[](https://pypi.python.org/pypi/TopSim/)
[](https://pypi.python.org/pypi/TopSim/)
[](https://pypi.python.org/pypi/TopSim/)
Search the most similar strings against the query in Python 3. State-of-the-art algorithm and data structure are adopted for best efficiency. For both flexibility and efficiency, only set-based similarities are supported right now, including [Jaccard](https://en.wikipedia.org/wiki/Jaccard_index) and [Tversky](https://en.wikipedia.org/wiki/Tversky_index).
# Installation
This package is available on PyPI. Just use `pip3 install -U TopSim` to install it.
# CLI Usage
You can simply use the algorithm on terminal.
```
Usage:
topsim-cli <query> [options] [<file>]
Options:
-I Case-sensitive matching.
-k <k> Maximum number of search results. [default: 1]
--tie Include all the results with the same similarity of the "k"-th result. May return more than "k" results.
-s, --search Search the query within each line rather than against the whole line, by preferring partial matching of the line.
Tversky similarity is used instead of Jaccard similarity.
-e <e> Parameter for "tversky" similarity. [default: 0.001]
--mapping=<mapping> Map each string to a set of either "gram"s or "word"s. [default: gram]
--numgrams=<numgrams> Number of characters for each gram when mapping by "gram". [default: 2]
--quiet Do not print additional information to standard error.
```
* The query is matched against each line of the input file (or standard input).
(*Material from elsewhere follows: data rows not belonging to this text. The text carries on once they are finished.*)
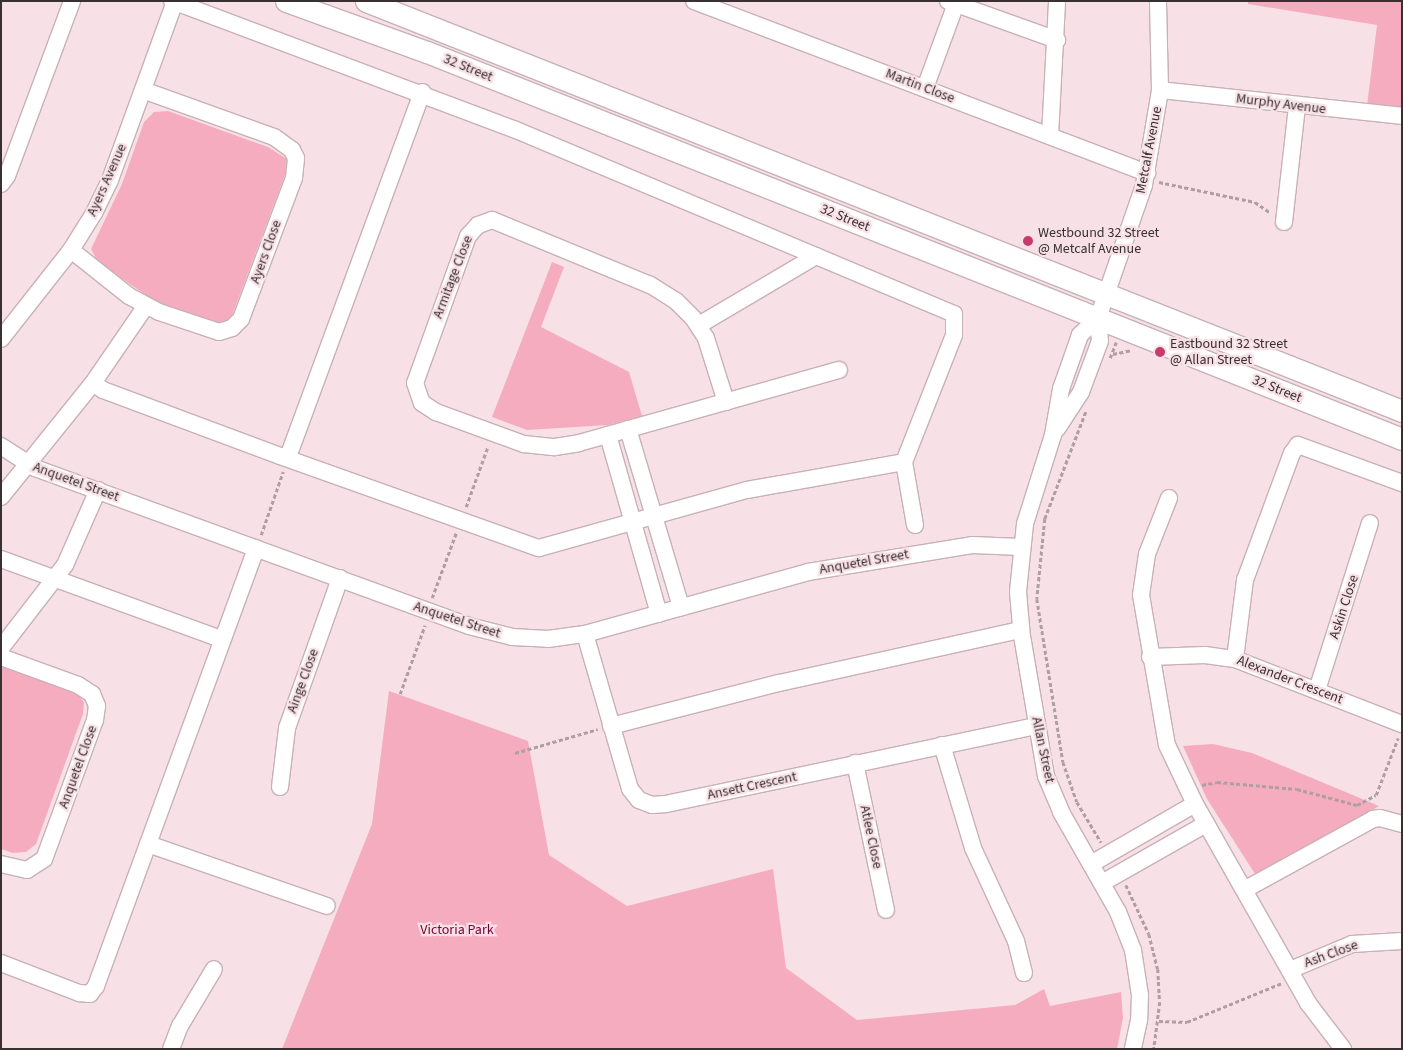 <!DOCTYPE html>
<style>
body{margin:0}
#map{position:relative;width:1403px;height:1050px;overflow:hidden;background:#f7e1e6;font-family:"Source Sans 3",sans-serif}
div>[style]{position:absolute}
.green>*{inset:0;background:#f6acbf}
.path>*{height:2.5px;margin-top:-1.25px;transform-origin:0;background:repeating-linear-gradient(90deg,#af9ea2 0 4px,transparent 0 6.5px)}
.roads{filter:drop-shadow(1px 0 #c7b1b6) drop-shadow(-1px 0 #c7b1b6) drop-shadow(0 1px #c7b1b6) drop-shadow(0 -1px #c7b1b6)}
.minor>*{height:16px;margin:-8px;padding:0 8px;transform-origin:8px;border-radius:8px;background:#fff}
.major>*{height:21px;margin:-10.5px;padding:0 10.5px;transform-origin:10.5px;border-radius:10.5px;background:#fff}
.dots>*{width:14px;height:14px;translate:-50% -50%;box-sizing:border-box;border:2px solid #f7e1e6;border-radius:50%}
span{translate:-50% -50%;white-space:nowrap;text-align:center;line-height:1.15;-webkit-text-stroke:4.5px #f7e1e6;paint-order:stroke}
.street-label{font-size:14px;color:#393032}
.poi-label{font-size:14px;color:#393032}
.left{translate:0 -50%;text-align:left}
.park-label{font-size:14px;color:#780039}
.frame{position:absolute;inset:0;border:2px solid #393032;pointer-events:none}
</style>
<div id="map">
<div class="green">
<i style="clip-path:polygon(1248px 1px,1402px 1px,1402px 116px,1366px 114px,1377px 25px,1248px 4px)"></i>
<i style="clip-path:polygon(168px 111px,268px 147px,287px 159px,285px 175px,236px 305px,231px 318px,220px 324px,162px 306px,98px 262px,91px 249px,122px 184px,144px 122px,154px 112px)"></i>
<i style="clip-path:polygon(552px 262px,564px 267px,541px 327px,629px 372px,642px 416px,608px 425px,527px 430px,492px 417px)"></i>
<i style="clip-path:polygon(1px 666px,75px 691px,84px 702px,83px 714px,36px 844px,26px 852px,13px 853px,1px 849px)"></i>
<i style="clip-path:polygon(389px 691px,528px 741px,549px 855px,627px 906px,773px 869px,786px 968px,857px 1020px,1015px 1005px,1044px 989px,1050px 1006px,1121px 992px,1123px 1018px,1117px 1049px,282px 1049px,372px 824px)"></i>
<i style="clip-path:polygon(1213px 744px,1252px 753px,1379px 806px,1257px 877px,1207px 799px,1183px 746px)"></i>
</div>
<div class="path">
<i style="left:1159px;top:182px;width:98px;rotate:11.8deg"></i>
<i style="left:1255px;top:202px;width:19px;rotate:35deg"></i>
<i style="left:1113px;top:354px;width:19px;rotate:-12deg"></i>
<i style="left:1110px;top:358px;width:17px;rotate:-69deg"></i>
<i style="left:1086px;top:412px;width:115px;rotate:111deg"></i>
<i style="left:1045px;top:519px;width:80px;rotate:95.7deg"></i>
<i style="left:1037px;top:599px;width:165px;rotate:80.9deg"></i>
<i style="left:1063px;top:762px;width:42px;rotate:70.7deg"></i>
<i style="left:1077px;top:802px;width:47px;rotate:59deg"></i>
<i style="left:466px;top:507px;width:65px;rotate:-70.2deg"></i>
<i style="left:261px;top:535px;width:67px;rotate:-70.8deg"></i>
<i style="left:432px;top:598px;width:69px;rotate:-69.7deg"></i>
<i style="left:400px;top:694px;width:73px;rotate:-70.1deg"></i>
<i style="left:515px;top:753px;width:86px;rotate:-16.1deg"></i>
<i style="left:1202px;top:785px;width:15px;rotate:-11deg"></i>
<i style="left:1217px;top:782px;width:80px;rotate:5deg"></i>
<i style="left:1297px;top:789px;width:62px;rotate:14.9deg"></i>
<i style="left:1357px;top:805px;width:21px;rotate:-28deg"></i>
<i style="left:1376px;top:795px;width:61px;rotate:-68.9deg"></i>
<i style="left:1126px;top:885px;width:54px;rotate:64.9deg"></i>
<i style="left:1149px;top:934px;width:36px;rotate:76deg"></i>
<i style="left:1158px;top:969px;width:33px;rotate:87deg"></i>
<i style="left:1160px;top:1002px;width:47px;rotate:97.3deg"></i>
<i style="left:1159px;top:1021px;width:28px;rotate:2deg"></i>
<i style="left:1187px;top:1022px;width:103px;rotate:-22.3deg"></i>
</div>
<div class="roads">
<div class="minor">
<i style="left:694px;top:1px;width:485px;rotate:20.8deg"></i>
<i style="left:948px;top:1px;width:116px;rotate:19.7deg"></i>
<i style="left:925px;top:88px;width:93px;rotate:-69.8deg"></i>
<i style="left:1160px;top:90px;width:243px;rotate:6.1deg"></i>
<i style="left:1050px;top:136px;width:135px;rotate:-87deg"></i>
<i style="left:1px;top:184px;width:10px;rotate:-53deg"></i>
<i style="left:7px;top:176px;width:187px;rotate:-69.6deg"></i>
<i style="left:1284px;top:222px;width:117px;rotate:-83.6deg"></i>
<i style="left:71px;top:250px;width:74px;rotate:38.4deg"></i>
<i style="left:129px;top:296px;width:34px;rotate:28deg"></i>
<i style="left:159px;top:312px;width:63px;rotate:18.4deg"></i>
<i style="left:219px;top:332px;width:14px;rotate:-17deg"></i>
<i style="left:232px;top:328px;width:13px;rotate:-45deg"></i>
<i style="left:241px;top:319px;width:151px;rotate:-69.4deg"></i>
<i style="left:294px;top:178px;width:20px;rotate:-84deg"></i>
<i style="left:296px;top:158px;width:9px;rotate:-117deg"></i>
<i style="left:292px;top:150px;width:22px;rotate:-144deg"></i>
<i style="left:274px;top:137px;width:139px;rotate:-160.3deg"></i>
<i style="left:1098px;top:318px;width:25px;rotate:137deg"></i>
<i style="left:1080px;top:335px;width:57px;rotate:109.4deg"></i>
<i style="left:1061px;top:389px;width:47px;rotate:99.9deg"></i>
<i style="left:1053px;top:435px;width:93px;rotate:107.5deg"></i>
<i style="left:1025px;top:524px;width:68px;rotate:95.9deg"></i>
<i style="left:1018px;top:592px;width:38px;rotate:85deg"></i>
<i style="left:1021px;top:630px;width:148px;rotate:80.3deg"></i>
<i style="left:1046px;top:776px;width:39px;rotate:67deg"></i>
<i style="left:1061px;top:812px;width:115px;rotate:60.3deg"></i>
<i style="left:1118px;top:912px;width:41px;rotate:68.5deg"></i>
<i style="left:1133px;top:950px;width:46px;rotate:81.2deg"></i>
<i style="left:1140px;top:995px;width:25px;rotate:92deg"></i>
<i style="left:1139px;top:1020px;width:30px;rotate:102deg"></i>
<i style="left:699px;top:325px;width:136px;rotate:-30.5deg"></i>
<i style="left:1px;top:339px;width:113px;rotate:-51.8deg"></i>
<i style="left:71px;top:250px;width:44px;rotate:-58.1deg"></i>
<i style="left:94px;top:213px;width:37px;rotate:-64deg"></i>
<i style="left:110px;top:180px;width:190px;rotate:-70deg"></i>
<i style="left:93px;top:383px;width:12px;rotate:35deg"></i>
<i style="left:103px;top:390px;width:189px;rotate:20.4deg"></i>
<i style="left:280px;top:456px;width:275px;rotate:19.6deg"></i>
<i style="left:539px;top:548px;width:216px;rotate:-15.6deg"></i>
<i style="left:747px;top:490px;width:159px;rotate:-10.1deg"></i>
<i style="left:904px;top:462px;width:136px;rotate:-68.5deg"></i>
<i style="left:954px;top:335px;width:21px;rotate:-90deg"></i>
<i style="left:954px;top:314px;width:478px;rotate:-157.2deg"></i>
<i style="left:513px;top:129px;width:364px;rotate:-159.4deg"></i>
<i style="left:726px;top:402px;width:67px;rotate:-107.4deg"></i>
<i style="left:706px;top:338px;width:24px;rotate:-123deg"></i>
<i style="left:693px;top:318px;width:24px;rotate:-135deg"></i>
<i style="left:676px;top:301px;width:31px;rotate:-148deg"></i>
<i style="left:650px;top:285px;width:171px;rotate:-157.6deg"></i>
<i style="left:492px;top:220px;width:15px;rotate:160deg"></i>
<i style="left:478px;top:225px;width:15px;rotate:132deg"></i>
<i style="left:468px;top:236px;width:156px;rotate:109.8deg"></i>
<i style="left:415px;top:383px;width:21px;rotate:71deg"></i>
<i style="left:422px;top:403px;width:17px;rotate:33deg"></i>
<i style="left:436px;top:412px;width:94px;rotate:20deg"></i>
<i style="left:524px;top:444px;width:31px;rotate:6deg"></i>
<i style="left:555px;top:447px;width:24px;rotate:-9deg"></i>
<i style="left:579px;top:443px;width:270px;rotate:-15.7deg"></i>
<i style="left:628px;top:429px;width:186px;rotate:73.4deg"></i>
<i style="left:1057px;top:429px;width:44px;rotate:-57deg"></i>
<i style="left:1081px;top:392px;width:54px;rotate:-69.6deg"></i>
<i style="left:1100px;top:341px;width:23px;rotate:-95deg"></i>
<i style="left:1098px;top:318px;width:141px;rotate:-70.9deg"></i>
<i style="left:1144px;top:185px;width:96px;rotate:-80.4deg"></i>
<i style="left:1160px;top:90px;width:89px;rotate:-91.3deg"></i>
<i style="left:608px;top:435px;width:186px;rotate:74.1deg"></i>
<i style="left:1px;top:446px;width:40px;rotate:32.9deg"></i>
<i style="left:35px;top:468px;width:462px;rotate:20deg"></i>
<i style="left:469px;top:626px;width:44px;rotate:14.3deg"></i>
<i style="left:512px;top:637px;width:36px;rotate:3deg"></i>
<i style="left:548px;top:639px;width:37px;rotate:-8deg"></i>
<i style="left:585px;top:634px;width:231px;rotate:-15.5deg"></i>
<i style="left:808px;top:572px;width:166px;rotate:-9.3deg"></i>
<i style="left:972px;top:545px;width:49px;rotate:2.3deg"></i>
<i style="left:288px;top:457px;width:389px;rotate:-69.8deg"></i>
<i style="left:904px;top:462px;width:64px;rotate:80.1deg"></i>
<i style="left:1px;top:497px;width:146px;rotate:-51.1deg"></i>
<i style="left:93px;top:383px;width:93px;rotate:-55.5deg"></i>
<i style="left:1169px;top:498px;width:60px;rotate:111.4deg"></i>
<i style="left:1147px;top:554px;width:41px;rotate:98.3deg"></i>
<i style="left:1141px;top:595px;width:152px;rotate:80.2deg"></i>
<i style="left:1167px;top:745px;width:65px;rotate:64.6deg"></i>
<i style="left:1195px;top:804px;width:229px;rotate:60.4deg"></i>
<i style="left:1308px;top:1003px;width:58px;rotate:52.7deg"></i>
<i style="left:1px;top:559px;width:234px;rotate:20deg"></i>
<i style="left:585px;top:634px;width:161px;rotate:73.8deg"></i>
<i style="left:630px;top:789px;width:14px;rotate:51deg"></i>
<i style="left:639px;top:800px;width:14px;rotate:21deg"></i>
<i style="left:652px;top:805px;width:14px;rotate:-4deg"></i>
<i style="left:666px;top:804px;width:379px;rotate:-11.9deg"></i>
<i style="left:1px;top:648px;width:105px;rotate:-52.4deg"></i>
<i style="left:65px;top:565px;width:82px;rotate:-66.3deg"></i>
<i style="left:1px;top:657px;width:82px;rotate:20deg"></i>
<i style="left:78px;top:685px;width:17px;rotate:33deg"></i>
<i style="left:92px;top:694px;width:13px;rotate:67deg"></i>
<i style="left:97px;top:706px;width:14px;rotate:98deg"></i>
<i style="left:95px;top:720px;width:148px;rotate:110.1deg"></i>
<i style="left:44px;top:859px;width:20px;rotate:147deg"></i>
<i style="left:27px;top:870px;width:27px;rotate:-167deg"></i>
<i style="left:1150px;top:657px;width:55px;rotate:-2.1deg"></i>
<i style="left:1205px;top:655px;width:30px;rotate:8deg"></i>
<i style="left:1235px;top:659px;width:179px;rotate:21.3deg"></i>
<i style="left:1235px;top:659px;width:80px;rotate:-82.8deg"></i>
<i style="left:1245px;top:580px;width:135px;rotate:-69.7deg"></i>
<i style="left:1292px;top:453px;width:10px;rotate:-53deg"></i>
<i style="left:1298px;top:445px;width:111px;rotate:20.1deg"></i>
<i style="left:1317px;top:690px;width:175px;rotate:-72.4deg"></i>
<i style="left:611px;top:726px;width:173px;rotate:-14.4deg"></i>
<i style="left:779px;top:683px;width:248px;rotate:-12.4deg"></i>
<i style="left:942px;top:745px;width:108px;rotate:73.2deg"></i>
<i style="left:973px;top:848px;width:102px;rotate:65.2deg"></i>
<i style="left:1016px;top:941px;width:33px;rotate:76deg"></i>
<i style="left:855px;top:763px;width:150px;rotate:78.1deg"></i>
<i style="left:280px;top:787px;width:59px;rotate:-83.2deg"></i>
<i style="left:287px;top:728px;width:159px;rotate:-70.5deg"></i>
<i style="left:148px;top:844px;width:189px;rotate:19.1deg"></i>
<i style="left:1091px;top:864px;width:120px;rotate:-30deg"></i>
<i style="left:1102px;top:883px;width:120px;rotate:-29.6deg"></i>
<i style="left:1244px;top:890px;width:147px;rotate:-28.8deg"></i>
<i style="left:1373px;top:819px;width:7px;rotate:-8deg"></i>
<i style="left:1380px;top:818px;width:23px;rotate:15deg"></i>
<i style="left:1px;top:963px;width:84px;rotate:21deg"></i>
<i style="left:79px;top:993px;width:11px;rotate:5deg"></i>
<i style="left:90px;top:994px;width:10px;rotate:-53deg"></i>
<i style="left:96px;top:986px;width:466px;rotate:-69.9deg"></i>
<i style="left:1290px;top:970px;width:67px;rotate:-22.8deg"></i>
<i style="left:1352px;top:944px;width:50px;rotate:-3.4deg"></i>
<i style="left:171px;top:1049px;width:25px;rotate:-69deg"></i>
<i style="left:180px;top:1026px;width:66px;rotate:-59.2deg"></i>
</div>
<div class="major">
<i style="left:286px;top:1px;width:150px;rotate:19.9deg"></i>
<i style="left:427px;top:52px;width:1049px;rotate:21.65deg"></i>
<i style="left:366px;top:1px;width:1114px;rotate:21.59deg"></i>
</div>
</div>
<div class="dots">
<i style="left:1028px;top:241px;background:#c73b6f"></i>
<i style="left:1160px;top:352px;background:#c73b6f"></i>
</div>
<div class="street-label">
<span style="left:468px;top:68px;rotate:22deg">32 Street</span>
<span style="left:920px;top:86px;rotate:21deg">Martin Close</span>
<span style="left:1281px;top:104px;rotate:7deg">Murphy Avenue</span>
<span style="left:1149px;top:150px;rotate:-79deg">Metcalf Avenue</span>
<span style="left:107px;top:180px;rotate:-66deg">Ayers Avenue</span>
<span style="left:845px;top:218px;rotate:22deg">32 Street</span>
<span style="left:266px;top:252px;rotate:-70deg">Ayers Close</span>
<span style="left:453px;top:277px;rotate:-69deg">Armitage Close</span>
<span style="left:1277px;top:389px;rotate:22deg">32 Street</span>
<span style="left:76px;top:482px;rotate:20deg">Anquetel Street</span>
<span style="left:864px;top:562px;rotate:-10deg">Anquetel Street</span>
<span style="left:1344px;top:607px;rotate:-72deg">Askin Close</span>
<span style="left:457px;top:620px;rotate:18deg">Anquetel Street</span>
<span style="left:1290px;top:680px;rotate:21deg">Alexander Crescent</span>
<span style="left:303px;top:681px;rotate:-70deg">Ainge Close</span>
<span style="left:1043px;top:750px;rotate:78deg">Allan Street</span>
<span style="left:78px;top:767px;rotate:-70deg">Anquetel Close</span>
<span style="left:752px;top:786px;rotate:-12deg">Ansett Crescent</span>
<span style="left:871px;top:837px;rotate:78deg">Atlee Close</span>
<span style="left:1331px;top:954px;rotate:-20deg">Ash Close</span>
</div>
<div class="poi-label">
<span class="left" style="left:1038px;top:241px">Westbound 32 Street<br>@ Metcalf Avenue</span>
<span class="left" style="left:1170px;top:352px">Eastbound 32 Street<br>@ Allan Street</span>
</div>
<div class="park-label">
<span style="left:457px;top:930px">Victoria Park</span>
</div>
<div class="frame"></div>
</div>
- Each line and its similarity are separated by tab character `\t`.
# API Usage
Alternatively, you can use the algorithm via API.
``` python
from topsim import TopSim
ts = TopSim([
"python2",
"python2.7",
"python3",
"python3.6",
])
print(ts.search("python", k=3)) # Return each similarity and the respective line numbers.
```
* Please check `topsim.py` for more optional parameters, like similarity function, etc.
# Examples
* Search the most similar line.
`ls /usr/bin | topsim-cli "top"`
```
top 1.0
```
* Search the three most similar lines.
`ls /usr/bin | topsim-cli "top" -k 3`
```
top 1.0
tops 0.5
iotop 0.4286
```
* Use Jaccard similarity in default, which puts same weight on matching both the query and the lines.
`ls /usr/bin | topsim-cli "git" -k 5`
```
git 1.0
wait 0.2857
git-shell 0.2727
pluginkit 0.2727
kinit 0.25
```
* Use Tversky similarity, which puts most weight on matching the query. Ideal when searching within long lines.
`ls /usr/bin | topsim-cli "git" -k 5 -s`
```
git 1.0
git-shell 0.7489
pluginkit 0.7489
git-cvsserver 0.7481
git-upload-pack 0.7478
```
- For `n`-gram mapping, higher number of `n` for can result in better accuracy but fewer matches.
`ls /usr/bin | topsim-cli "git" -k 5 -s --numgrams=3`
```
git 1.0
git-shell 0.5993
git-cvsserver 0.5988
git-upload-pack 0.5986
git-receive-pack 0.5984
```
- Full support of Chinese/Japanese/Korean.
`cat test`
``` text
地三鲜
红烧肉
烤全牛
木须肉
土豆炖牛肉
```
`cat test | topsim-cli "牛肉" -k 3 -s`
``` text
土豆炖牛肉 0.666
红烧肉 0.3332
木须肉 0.3332
```
# Tip
I strongly encourage using PyPy instead of CPython to run the script for best performance.